Nanoelectronic thermometers optimised for sub-10 millikelvin operation
J. R. Prance, D. I. Bradley, R. E. George, R. P. Haley, Yu. A., Pashkin, M. Sarsby, J. Penttil\"a, L. Roschier, D. Gunnarsson, H. Heikkinen,, M. Prunnila

TL;DR
This paper demonstrates the successful cooling of nanoelectronic Coulomb blockade thermometers to electron temperatures as low as 3.7 mK using an optimized design with cooling fins and electronic filters, surpassing previous limits.
Contribution
The study introduces an optimized nanoelectronic thermometer design enabling operation below 4 mK, achieving a lowest electron temperature of 3.7 mK.
Findings
Thermometers are well thermally coupled above 7 mK.
Cooling fins and filters improve low-temperature performance.

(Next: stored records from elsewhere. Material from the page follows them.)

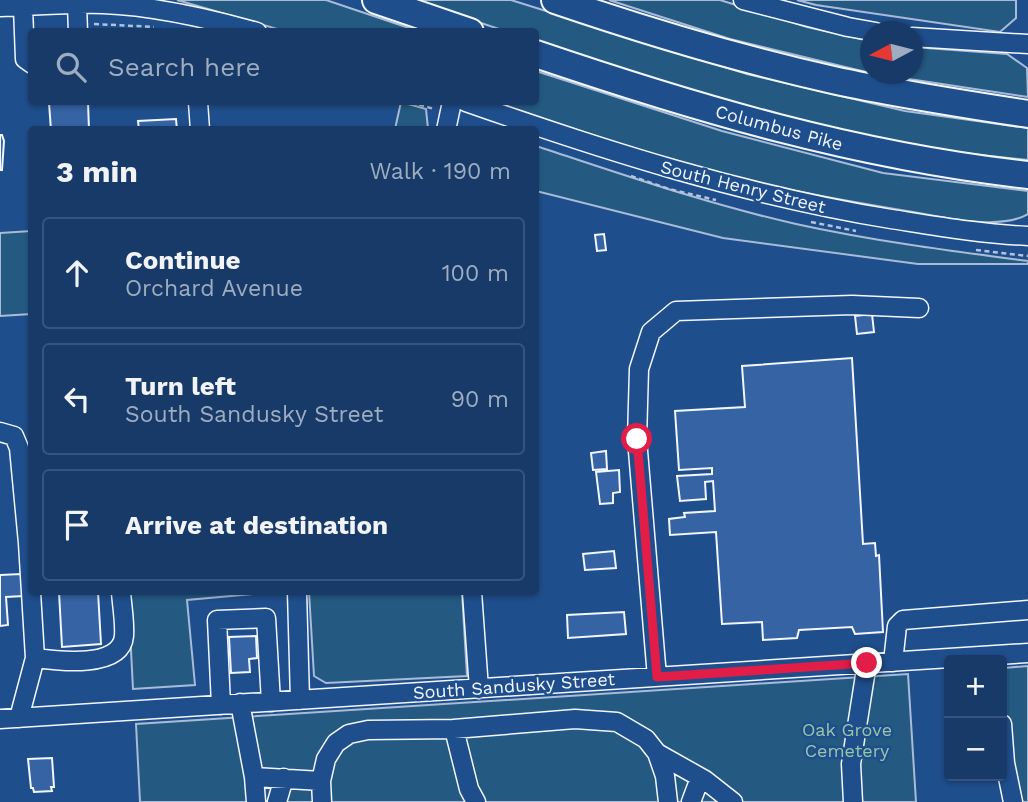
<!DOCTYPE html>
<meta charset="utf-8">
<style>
:root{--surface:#173a69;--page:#244571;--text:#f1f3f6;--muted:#9eadc0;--line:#36547d}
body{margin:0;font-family:"Work Sans",sans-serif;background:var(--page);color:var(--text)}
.controls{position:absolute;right:21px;bottom:21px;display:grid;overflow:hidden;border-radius:7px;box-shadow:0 2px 5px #0004}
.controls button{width:63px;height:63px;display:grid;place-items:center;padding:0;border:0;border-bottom:2px solid var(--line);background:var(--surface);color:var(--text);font:35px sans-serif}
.compass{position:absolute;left:860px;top:21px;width:63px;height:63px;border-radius:50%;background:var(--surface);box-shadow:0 2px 5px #0004;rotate:263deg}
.stop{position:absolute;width:21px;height:21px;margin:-16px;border:5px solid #e11d48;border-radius:50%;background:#fff}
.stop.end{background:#e11d48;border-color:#fff;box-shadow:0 2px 7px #0008}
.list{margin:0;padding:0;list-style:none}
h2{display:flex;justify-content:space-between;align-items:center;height:91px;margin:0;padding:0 28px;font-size:30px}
h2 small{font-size:23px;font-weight:400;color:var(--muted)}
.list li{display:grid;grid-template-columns:46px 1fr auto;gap:21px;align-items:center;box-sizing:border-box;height:112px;margin:0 14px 14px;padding:0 14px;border:2px solid var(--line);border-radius:7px}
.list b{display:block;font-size:26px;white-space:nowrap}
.list p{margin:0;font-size:23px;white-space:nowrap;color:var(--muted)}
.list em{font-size:23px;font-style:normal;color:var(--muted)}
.icon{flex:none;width:38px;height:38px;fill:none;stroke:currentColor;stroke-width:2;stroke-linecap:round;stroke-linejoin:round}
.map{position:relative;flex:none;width:1028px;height:802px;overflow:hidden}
.search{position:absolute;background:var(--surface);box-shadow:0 2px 5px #0004;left:28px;top:28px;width:511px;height:77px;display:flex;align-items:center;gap:18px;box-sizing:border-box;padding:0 24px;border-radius:7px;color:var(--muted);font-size:26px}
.panel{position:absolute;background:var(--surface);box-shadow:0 2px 5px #0004;left:28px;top:126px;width:511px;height:469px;border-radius:7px}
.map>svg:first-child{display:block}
.green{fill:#245a82;stroke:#a8bbd7;stroke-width:2}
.building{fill:#3563a3;stroke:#f2f6ff;stroke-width:2}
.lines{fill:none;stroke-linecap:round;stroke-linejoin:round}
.minor-casing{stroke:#f2f6ff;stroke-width:21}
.highway-casing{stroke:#f2f6ff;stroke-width:30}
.path{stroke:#b3c4dc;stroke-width:2.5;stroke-dasharray:5 3.5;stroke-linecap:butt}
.minor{stroke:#1f4e8c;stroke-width:18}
.highway{stroke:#1f4e8c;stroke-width:26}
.route{stroke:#e11d48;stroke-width:9}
.labels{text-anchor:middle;stroke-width:5;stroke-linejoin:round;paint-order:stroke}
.street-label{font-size:18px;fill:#f2f6ff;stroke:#1f4e8c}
.park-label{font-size:18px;fill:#97c8a6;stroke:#1f4e8c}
</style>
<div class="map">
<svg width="1028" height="802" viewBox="0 0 1028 802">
<rect width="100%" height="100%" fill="#1f4e8c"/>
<path class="green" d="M177,0H326L418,31H284Z
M412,0H511L747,74L905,111L1028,128V160L962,153L858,135L756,113L536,42V32L505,31Z
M609,0H720L807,27L870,41V73L730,39Z
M797,0H1016V18L1000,32L816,5Z
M913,47L1007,54L1027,68L1028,97L876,74H912Z
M536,71L722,131L883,173L1028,191V214C999,231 945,217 913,212C834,199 754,185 678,162C616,144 556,122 495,102H536Z
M401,102L426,109L428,129H395Z
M536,146C622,174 707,204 796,224C873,241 951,251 1028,261V264H918L723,238L536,191Z
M31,231V314L0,316V233Z
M128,592H276L187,600L195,685L133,689Z
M309,592H462L467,676L326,683L314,676Z
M1028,666V802H1018L1003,703L1004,668Z
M908,674L916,802H140L136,724Z"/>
<path class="building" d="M37,102H88L89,130H51L49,103L37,104Z
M176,119L177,130H139L138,121Z
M0,135H2L4,141L2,170H0Z
M604,234L606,250L597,251L595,235Z
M872,314L874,332L857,334L855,316Z
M852,358L863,544L875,543L876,556L879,555L883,632L855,634L852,627L799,630L797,638L763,640L762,622L722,624L716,532L670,535L669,519L685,517L684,513L715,511L713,481L705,482L706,499L680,501L677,476L712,474V468L679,470L675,411L745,407L742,366Z
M606,451L607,469L593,470L591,453Z
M619,470L620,492L613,493V503L600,504L596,472Z
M614,551L616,568L585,570L583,554Z
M21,574L23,596L6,597L8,625L0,626V575Z
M59,592H98L101,644L62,647Z
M624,612L626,634L568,638L567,615Z
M256,636L257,658L249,659L250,672L231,673L229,637Z
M52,758L54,787H51L52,791L34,792L33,788H31L28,759Z"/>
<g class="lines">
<g class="minor-casing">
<path id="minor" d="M743,0L848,27L876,32
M77,5L78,32
M0,7C34,6 69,3 103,4C155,6 207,18 257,32
M23,7L25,59L32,64
M912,37L1028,44
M198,102L200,130
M466,102C606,151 744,195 891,219C936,226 982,234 1028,236
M446,130L452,102
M0,432L14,436L19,448L28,543
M32,543H28L35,658
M297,592L300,700
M472,592L479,689
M893,662L897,626L903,620L1028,610
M657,677L637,439L639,369L651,332L676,311L852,305L919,308
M240,703L254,777L256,802
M221,705L217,620L266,618L271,702
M19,718L35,658C58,661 121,669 124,636C125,622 122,606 121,592
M0,719L1028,653
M1002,724L1005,763L1013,802
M657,753L705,780L697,786L691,802
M254,777L321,781L322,802
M705,780L733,802
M321,781L326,759L336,743L349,734L368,730L454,729
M277,802L284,778
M476,802L469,789L454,729L575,719L617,722L646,739L657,753L665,776L668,802
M853,802L851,764L867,663"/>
</g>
<g class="highway-casing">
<path id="highway" d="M376,0L470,32
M555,0C646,31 739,59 833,80C897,94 963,104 1028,114
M536,54C698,109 857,156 1028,175"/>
</g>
<path class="path" d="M94,24L154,27
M164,29L176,32
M411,102L434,109
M631,176L669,189L716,200
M811,222L856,231
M976,250L1028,256"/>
<use href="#minor" class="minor"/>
<use href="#highway" class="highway"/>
</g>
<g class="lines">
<path class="route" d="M637,439L657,677L867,663"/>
</g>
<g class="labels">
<g class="street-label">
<text transform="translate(779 128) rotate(15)" y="6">Columbus Pike</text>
<text transform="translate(743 187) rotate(14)" y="6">South Henry Street</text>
<text transform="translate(514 686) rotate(-4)" y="6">South Sandusky Street</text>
</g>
<g class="park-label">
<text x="847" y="736">Oak Grove<tspan x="847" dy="21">Cemetery</tspan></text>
</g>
</g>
</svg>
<div class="controls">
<button>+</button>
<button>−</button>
</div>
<svg class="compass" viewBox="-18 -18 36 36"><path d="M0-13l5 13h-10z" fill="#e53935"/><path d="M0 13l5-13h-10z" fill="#9eadc0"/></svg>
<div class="stop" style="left:637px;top:439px"></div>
<div class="stop end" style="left:867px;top:663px"></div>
<div class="search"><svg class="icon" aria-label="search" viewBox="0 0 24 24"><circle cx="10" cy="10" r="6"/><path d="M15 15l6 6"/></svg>Search here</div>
<section class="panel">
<h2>3 min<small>Walk · 190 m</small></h2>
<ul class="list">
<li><svg class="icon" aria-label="ahead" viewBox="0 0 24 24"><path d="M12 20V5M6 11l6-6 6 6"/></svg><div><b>Continue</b><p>Orchard Avenue</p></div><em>100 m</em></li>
<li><svg class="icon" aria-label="left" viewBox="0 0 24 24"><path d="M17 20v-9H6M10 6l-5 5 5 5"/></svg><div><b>Turn left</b><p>South Sandusky Street</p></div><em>90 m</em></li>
<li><svg class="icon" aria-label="arrive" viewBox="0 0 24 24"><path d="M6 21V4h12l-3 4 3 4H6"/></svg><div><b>Arrive at destination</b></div></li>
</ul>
</section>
</div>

Electron temperature diverges from ambient below 7 mK.
Abstract
We report the cooling of electrons in nanoelectronic Coulomb blockade thermometers below 4 mK. Above 7 mK the devices are in good thermal contact with the environment, well isolated from electrical noise, and not susceptible to self-heating. This is attributed to an optimised design that incorporates cooling fins with a high electron-phonon coupling and on-chip electronic filters, combined with a low-noise electronic measurement setup. Below 7 mK the electron temperature is seen to diverge from the ambient temperature. By immersing a Coulomb Blockade Thermometer in the 3He/4He refrigerant of a dilution refrigerator, we measure a lowest electron temperature of 3.7 mK.